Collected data

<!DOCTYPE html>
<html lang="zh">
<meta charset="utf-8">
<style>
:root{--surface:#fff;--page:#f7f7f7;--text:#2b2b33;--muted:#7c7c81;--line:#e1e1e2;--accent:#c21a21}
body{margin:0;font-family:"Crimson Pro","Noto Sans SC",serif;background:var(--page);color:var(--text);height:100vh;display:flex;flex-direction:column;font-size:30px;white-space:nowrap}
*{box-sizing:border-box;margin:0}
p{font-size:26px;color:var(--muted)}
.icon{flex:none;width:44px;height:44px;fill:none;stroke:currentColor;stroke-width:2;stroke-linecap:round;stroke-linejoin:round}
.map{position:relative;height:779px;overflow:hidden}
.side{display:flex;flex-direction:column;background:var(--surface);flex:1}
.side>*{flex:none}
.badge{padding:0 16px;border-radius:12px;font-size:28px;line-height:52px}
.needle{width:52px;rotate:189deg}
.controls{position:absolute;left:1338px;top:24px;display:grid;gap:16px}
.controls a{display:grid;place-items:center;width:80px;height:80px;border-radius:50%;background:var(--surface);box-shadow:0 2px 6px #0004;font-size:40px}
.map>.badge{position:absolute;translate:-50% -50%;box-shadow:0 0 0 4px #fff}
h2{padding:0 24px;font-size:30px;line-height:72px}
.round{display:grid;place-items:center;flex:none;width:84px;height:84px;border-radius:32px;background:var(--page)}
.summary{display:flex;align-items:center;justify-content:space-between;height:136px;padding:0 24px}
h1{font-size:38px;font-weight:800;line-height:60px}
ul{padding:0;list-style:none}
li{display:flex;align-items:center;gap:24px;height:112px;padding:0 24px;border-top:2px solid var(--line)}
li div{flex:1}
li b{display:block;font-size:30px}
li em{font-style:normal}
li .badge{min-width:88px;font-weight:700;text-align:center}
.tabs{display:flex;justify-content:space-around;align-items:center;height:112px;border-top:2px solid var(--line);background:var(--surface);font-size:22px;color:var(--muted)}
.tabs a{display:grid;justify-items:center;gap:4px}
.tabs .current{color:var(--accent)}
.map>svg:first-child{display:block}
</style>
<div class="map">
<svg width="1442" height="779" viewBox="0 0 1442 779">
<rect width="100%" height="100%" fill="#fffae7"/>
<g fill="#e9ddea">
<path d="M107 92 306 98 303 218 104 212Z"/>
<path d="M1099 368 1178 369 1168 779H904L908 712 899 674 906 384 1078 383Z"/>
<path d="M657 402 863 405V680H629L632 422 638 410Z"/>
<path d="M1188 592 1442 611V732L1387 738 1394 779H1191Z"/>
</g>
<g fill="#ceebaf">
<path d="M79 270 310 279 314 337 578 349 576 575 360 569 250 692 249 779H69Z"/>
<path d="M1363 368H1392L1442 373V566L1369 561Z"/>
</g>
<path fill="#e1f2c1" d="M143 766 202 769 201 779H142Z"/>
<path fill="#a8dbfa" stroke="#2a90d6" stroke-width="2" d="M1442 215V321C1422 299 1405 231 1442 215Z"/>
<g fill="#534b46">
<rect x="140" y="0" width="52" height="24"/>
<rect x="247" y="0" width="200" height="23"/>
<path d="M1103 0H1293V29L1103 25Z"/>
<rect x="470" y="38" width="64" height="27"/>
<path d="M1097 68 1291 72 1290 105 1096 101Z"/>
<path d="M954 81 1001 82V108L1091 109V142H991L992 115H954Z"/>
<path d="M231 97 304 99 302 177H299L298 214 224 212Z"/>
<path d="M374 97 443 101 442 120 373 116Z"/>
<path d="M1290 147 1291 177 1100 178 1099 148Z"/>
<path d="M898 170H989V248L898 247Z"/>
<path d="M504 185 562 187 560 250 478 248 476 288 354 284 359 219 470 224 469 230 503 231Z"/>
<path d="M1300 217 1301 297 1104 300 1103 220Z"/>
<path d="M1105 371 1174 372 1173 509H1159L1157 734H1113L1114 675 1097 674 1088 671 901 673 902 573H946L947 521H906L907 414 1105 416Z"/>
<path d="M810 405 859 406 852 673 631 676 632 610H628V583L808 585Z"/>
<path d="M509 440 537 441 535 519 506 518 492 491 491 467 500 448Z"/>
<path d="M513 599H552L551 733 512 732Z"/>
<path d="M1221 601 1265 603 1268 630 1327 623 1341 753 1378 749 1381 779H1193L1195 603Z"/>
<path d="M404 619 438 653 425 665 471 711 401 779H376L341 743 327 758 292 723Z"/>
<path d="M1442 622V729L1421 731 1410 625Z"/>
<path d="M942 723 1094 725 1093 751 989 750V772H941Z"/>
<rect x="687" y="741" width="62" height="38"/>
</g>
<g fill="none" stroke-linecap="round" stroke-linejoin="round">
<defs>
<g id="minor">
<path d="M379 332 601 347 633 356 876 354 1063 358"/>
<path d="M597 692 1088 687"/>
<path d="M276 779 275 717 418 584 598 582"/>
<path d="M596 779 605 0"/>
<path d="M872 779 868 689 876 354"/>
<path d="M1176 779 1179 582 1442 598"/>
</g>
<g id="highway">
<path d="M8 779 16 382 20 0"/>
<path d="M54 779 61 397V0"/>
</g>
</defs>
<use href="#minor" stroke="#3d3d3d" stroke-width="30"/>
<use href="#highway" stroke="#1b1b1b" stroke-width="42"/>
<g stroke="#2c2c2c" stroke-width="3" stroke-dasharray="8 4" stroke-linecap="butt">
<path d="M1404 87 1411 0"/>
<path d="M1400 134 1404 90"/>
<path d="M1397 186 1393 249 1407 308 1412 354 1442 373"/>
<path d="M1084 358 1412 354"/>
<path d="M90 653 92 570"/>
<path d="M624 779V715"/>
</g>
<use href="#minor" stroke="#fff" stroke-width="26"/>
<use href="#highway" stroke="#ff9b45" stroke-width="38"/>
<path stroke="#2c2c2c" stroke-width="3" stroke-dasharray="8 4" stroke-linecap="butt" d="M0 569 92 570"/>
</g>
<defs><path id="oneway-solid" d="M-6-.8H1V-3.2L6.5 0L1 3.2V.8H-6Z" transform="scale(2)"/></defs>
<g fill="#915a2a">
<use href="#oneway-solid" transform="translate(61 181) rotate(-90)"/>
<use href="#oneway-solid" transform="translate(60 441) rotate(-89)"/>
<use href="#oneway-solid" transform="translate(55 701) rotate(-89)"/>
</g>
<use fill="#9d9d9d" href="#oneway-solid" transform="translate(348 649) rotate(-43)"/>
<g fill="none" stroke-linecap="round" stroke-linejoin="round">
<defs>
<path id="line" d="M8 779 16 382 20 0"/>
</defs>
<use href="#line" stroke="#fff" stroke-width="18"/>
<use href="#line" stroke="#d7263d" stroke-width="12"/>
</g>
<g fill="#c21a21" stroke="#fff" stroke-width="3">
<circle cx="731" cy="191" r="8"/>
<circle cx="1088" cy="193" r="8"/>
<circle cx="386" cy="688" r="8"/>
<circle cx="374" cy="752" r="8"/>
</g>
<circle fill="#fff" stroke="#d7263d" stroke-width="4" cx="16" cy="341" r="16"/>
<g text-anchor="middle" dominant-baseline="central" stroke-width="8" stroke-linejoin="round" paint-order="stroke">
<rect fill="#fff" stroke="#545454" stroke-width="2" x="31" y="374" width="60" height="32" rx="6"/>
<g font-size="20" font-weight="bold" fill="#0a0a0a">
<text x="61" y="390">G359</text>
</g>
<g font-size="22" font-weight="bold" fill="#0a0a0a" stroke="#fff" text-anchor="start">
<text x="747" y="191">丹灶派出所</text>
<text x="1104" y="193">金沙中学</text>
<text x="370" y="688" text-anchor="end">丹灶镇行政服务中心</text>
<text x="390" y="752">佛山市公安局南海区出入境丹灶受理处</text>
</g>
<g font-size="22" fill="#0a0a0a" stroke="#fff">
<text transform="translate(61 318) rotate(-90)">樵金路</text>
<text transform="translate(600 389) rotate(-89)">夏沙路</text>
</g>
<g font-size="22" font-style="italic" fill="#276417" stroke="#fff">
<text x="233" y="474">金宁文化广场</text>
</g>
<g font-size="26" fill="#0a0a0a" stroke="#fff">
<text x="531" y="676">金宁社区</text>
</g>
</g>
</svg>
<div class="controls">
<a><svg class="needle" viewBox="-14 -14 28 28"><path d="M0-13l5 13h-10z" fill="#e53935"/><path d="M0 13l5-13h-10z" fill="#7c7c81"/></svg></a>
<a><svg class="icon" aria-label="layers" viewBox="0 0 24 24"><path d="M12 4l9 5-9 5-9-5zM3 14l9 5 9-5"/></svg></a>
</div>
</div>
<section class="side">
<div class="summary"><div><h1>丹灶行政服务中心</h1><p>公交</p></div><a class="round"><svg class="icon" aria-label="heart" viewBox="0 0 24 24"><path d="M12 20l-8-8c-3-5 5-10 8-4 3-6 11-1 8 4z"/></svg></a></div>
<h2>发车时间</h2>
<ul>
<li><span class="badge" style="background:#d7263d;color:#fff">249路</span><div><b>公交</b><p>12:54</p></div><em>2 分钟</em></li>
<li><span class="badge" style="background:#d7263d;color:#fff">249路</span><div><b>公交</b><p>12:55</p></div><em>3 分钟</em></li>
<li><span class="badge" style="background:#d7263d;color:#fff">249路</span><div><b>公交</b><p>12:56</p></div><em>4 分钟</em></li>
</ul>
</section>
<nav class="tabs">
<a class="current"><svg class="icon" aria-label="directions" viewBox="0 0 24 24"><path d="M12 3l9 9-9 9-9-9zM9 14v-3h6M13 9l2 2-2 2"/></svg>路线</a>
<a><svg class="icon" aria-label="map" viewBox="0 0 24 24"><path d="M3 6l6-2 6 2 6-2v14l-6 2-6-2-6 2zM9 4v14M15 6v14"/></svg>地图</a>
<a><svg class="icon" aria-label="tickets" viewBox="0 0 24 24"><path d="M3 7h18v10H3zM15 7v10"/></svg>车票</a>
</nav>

(WHAT YOU NEED TO DO)
Copy out, from the records above, every line that holds the string "position".

(EXERCISE RESULT)
.map{position:relative;height:779px;overflow:hidden}
.controls{position:absolute;left:1338px;top:24px;display:grid;gap:16px}
.map>.badge{position:absolute;translate:-50% -50%;box-shadow:0 0 0 4px #fff}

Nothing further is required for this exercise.